Abolisce la sua parte di artista, intellettuale, pittore o scultore, e riimpara a recepire, a sentire, a respirare, a camminare, ad intendere, ad usarsi come uomo. Naturalmente imparare a muoversi, e ritrovare la propria esistenza non significa mimare o recitare, compiere nuovi movimenti, ma usare se stesso come materiale continuamente plasmabile. Di conseguenza: impossibilità a credere nel discorso per immagini, nella comunicazione di nuove informazioni esplicative e didattiche, nelle strutture che impongono una regolarità, un comportamento, una sintassi, che si piegano ad un discorso moralistico industriale. Allontanamento quindi dagli archetipi esistenti e continuamente ricreantesi, totale avversiane al discorso e aspirazione all'afasia, all'immobilità, per una progressiva identificazione di coscienza e praxis.

Prime scoperte di questa spoliazione sono il tempo finito ed infinito della vita; l'opera ed il lavoro che si identificano con la vita; la dimensione della vita come durata senza scadenza; l'immobilità come possibilità di uscire dalle circostanze contingenti per immettersi nel tempo; l'esplodere della dimensione individuale come comunione estatica e simpatetica con la natura; l'incoscienza come sistema di conoscenza del mondo; la ricerca dei turbamenti psicofisici per una vita plurisensitiva e plurilineare; la perdita di identità con se stessi, per un abbandono del riconoscimento rassicurante, che ci viene continuamente imposto dagli altri e dal sistema sociale; l'oggetto-soggetto come presenza fisica continuamente cangiante, come prova di esistenza che diventa continuità, caos, spazio e differente temporalità. <L'arte diviene>, dice Cage, <una sorta di condizione sperimentale in cui si sperimenta il vivere>. Fare arte allora si identifica con la vita ed esistere assume il significato di reinventare ogni istante una nuova dimensione fantastica, politica, estetica, ecc. della propria vita. L'importante è non giustificarsi o riflettersi nel lavoro o nel prodotto, ma vivere come lavoro, stupirsi per conoscere il mondo, essere disponibili a tutti i fatti della vita (la morte, l'illogico, la follia, la casualità, la natura, l'infinito, il reale, l'inreale, lo sviluppo, la simbiosi). Accettando infatti l'ideologia della vita ci si può esaltare sia per l'infinito che per la contingenza della vita, si può vivere la morte e morire la vita, ragionare di pazzia, e impazzire di ragione.
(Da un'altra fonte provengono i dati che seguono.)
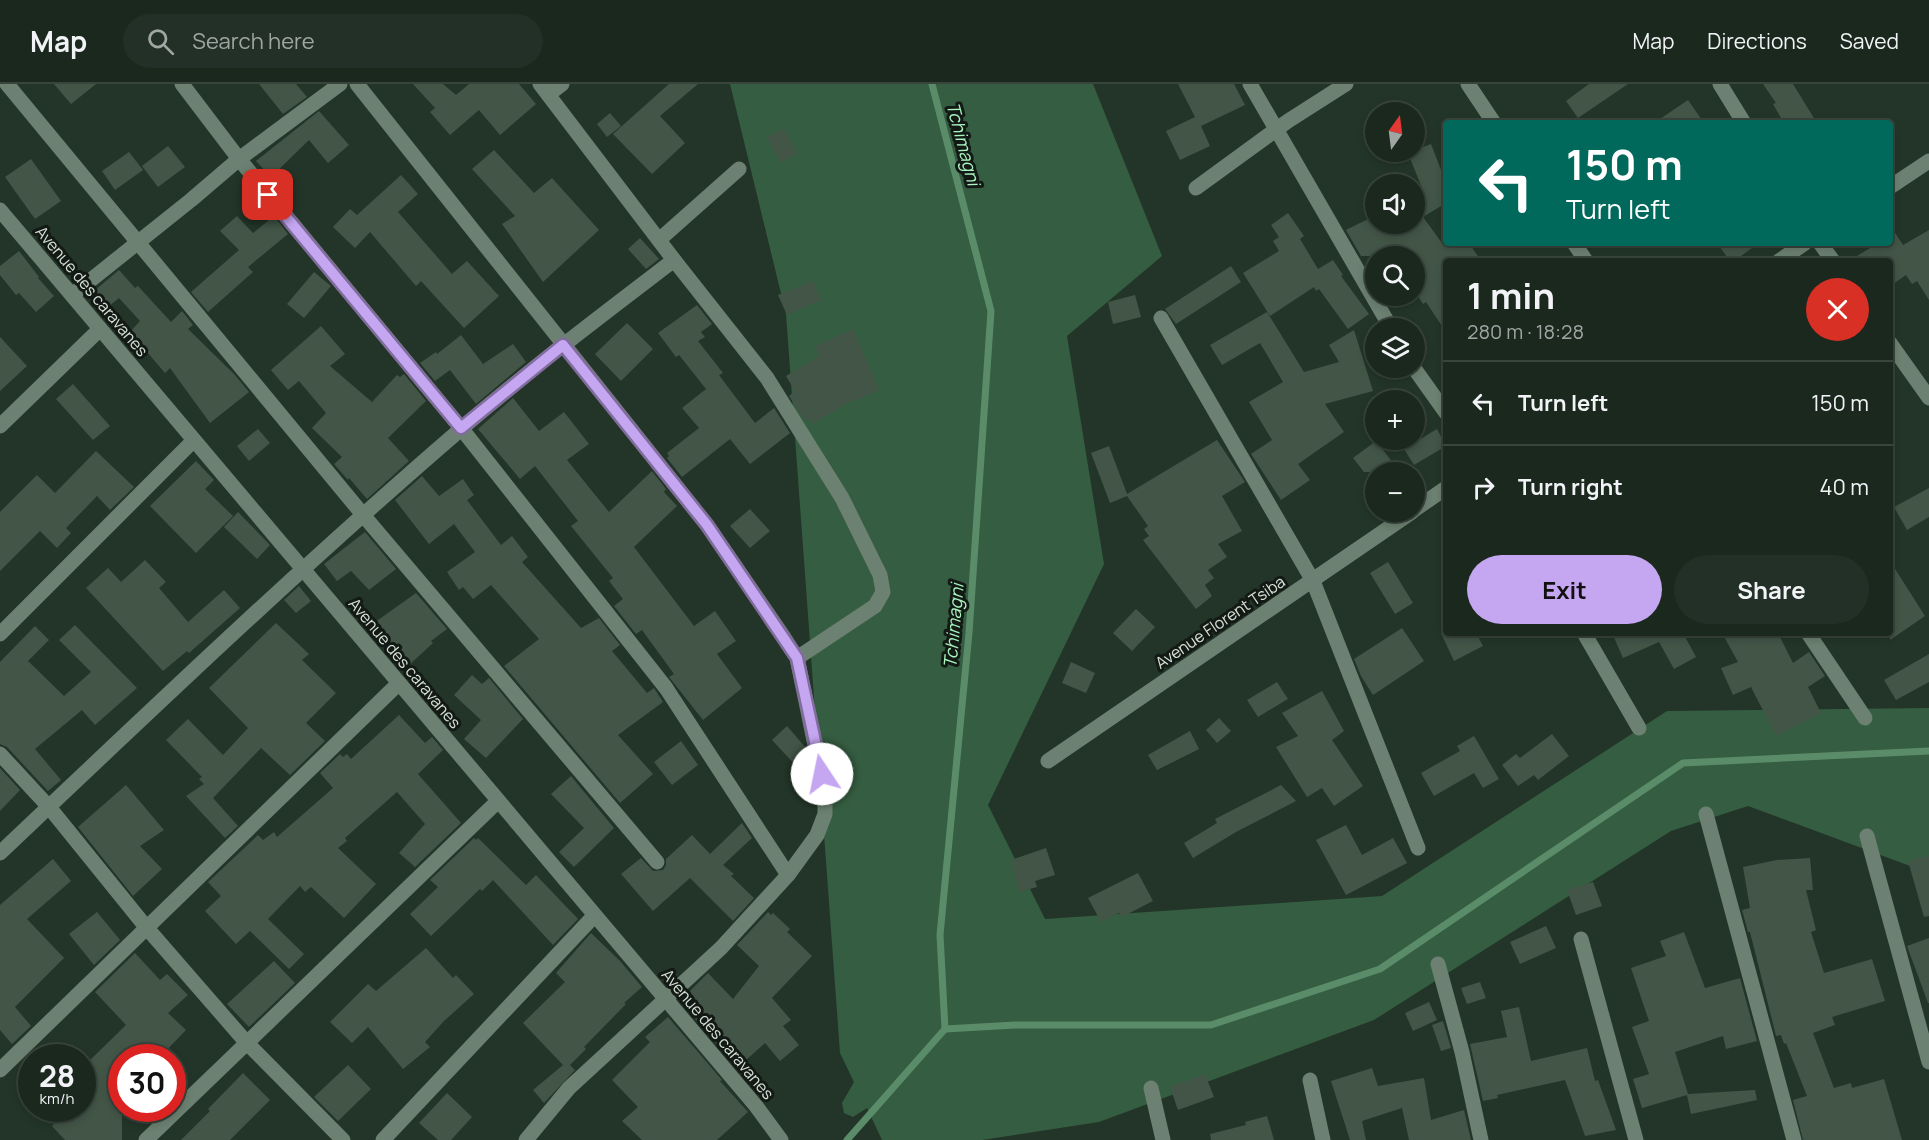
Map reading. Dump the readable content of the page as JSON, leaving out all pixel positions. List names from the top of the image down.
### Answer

Col pensare e percepire, fissare e presentare, sentire ed esaurire la sensazione in un evento, in un fatto, in un'idea, in un'azione, ognuno può allora diventare linguaggio ed esserlo, con i suoi gesti, le sue azioni, il suo corpo, il suo territorio, la sua memoria, la sua realtà quotidiana e fantastica.

Comunicare con le persone e le cose vul dire allora essere in comunione estatica e simpatetica col mondo, senza porsi il problema se la comunicazione dei valori, l'arte, il fare arte, siano un vivere iperuranico.

L'arte viene così a porsi come possibilità nella materia (vegetale, animale, minerale e mentale); la propria dimensione che si identifica col conoscere e il percepire, diventa <un vivere in arte> quale esistenza fantastica in continua variazione con la realtà quotidiana, che si contrappone al fare dell'arte, quale risultante dell'atteggiamento dell'arte, dalle ricerche visuali alla pop art, dalla minimal alla funk art.

un fare dell'arte, quello dei pop, op, minimal e funk artisti, che si dimostra attento non ad un intervento, ma ad una interpretazione della realtà, un discorrere sulle immagini che tende alla chiarificazione e alla critica dei sistemi di comunicazione (fumetto, fotografia, mass-media, oggetto-produzione tecnologica, struttura micropercettiva, ecc.). un fare dell'arte come critica delle immagini popolari ed ottiche che collabora alla chiarificazione del sistema sociale, ma blocca l'energia dirompente della vita, della natura, del mondo, delle cose e svuota i significati sensori di qualsiasi lavoro; un fare dell'arte come intervento che si attua attraverso lo schermo intellettualistico della lettura critico-storica dell'immagine pubblicitaria, fotografica, oggettuale, psicologica strutturale, percettiva per addomesticare in schemi prefissati la vitalità del reale quotidiano; un fare dell'arte che si muove all'interno dei sistemi linguistici per rimanere linguaggio, atto a vivere così nel continuo isolamento, un fare dell'arte come cleptomania culturale che vive sull'assunzione delle cariche eversive degli altri linguaggi (politica, sociologia, e tecnologia); un fare dell'arte, infine, come linguaggio separato che specula sui codici e sugli strumenti del comunicare, per vivere in una dimensione di esclusività e riconoscibilità che lo rende classista ed aristocratico, atto a scalfire l'insieme delle sovrastrutture senza intaccare la struttura naturale del mondo.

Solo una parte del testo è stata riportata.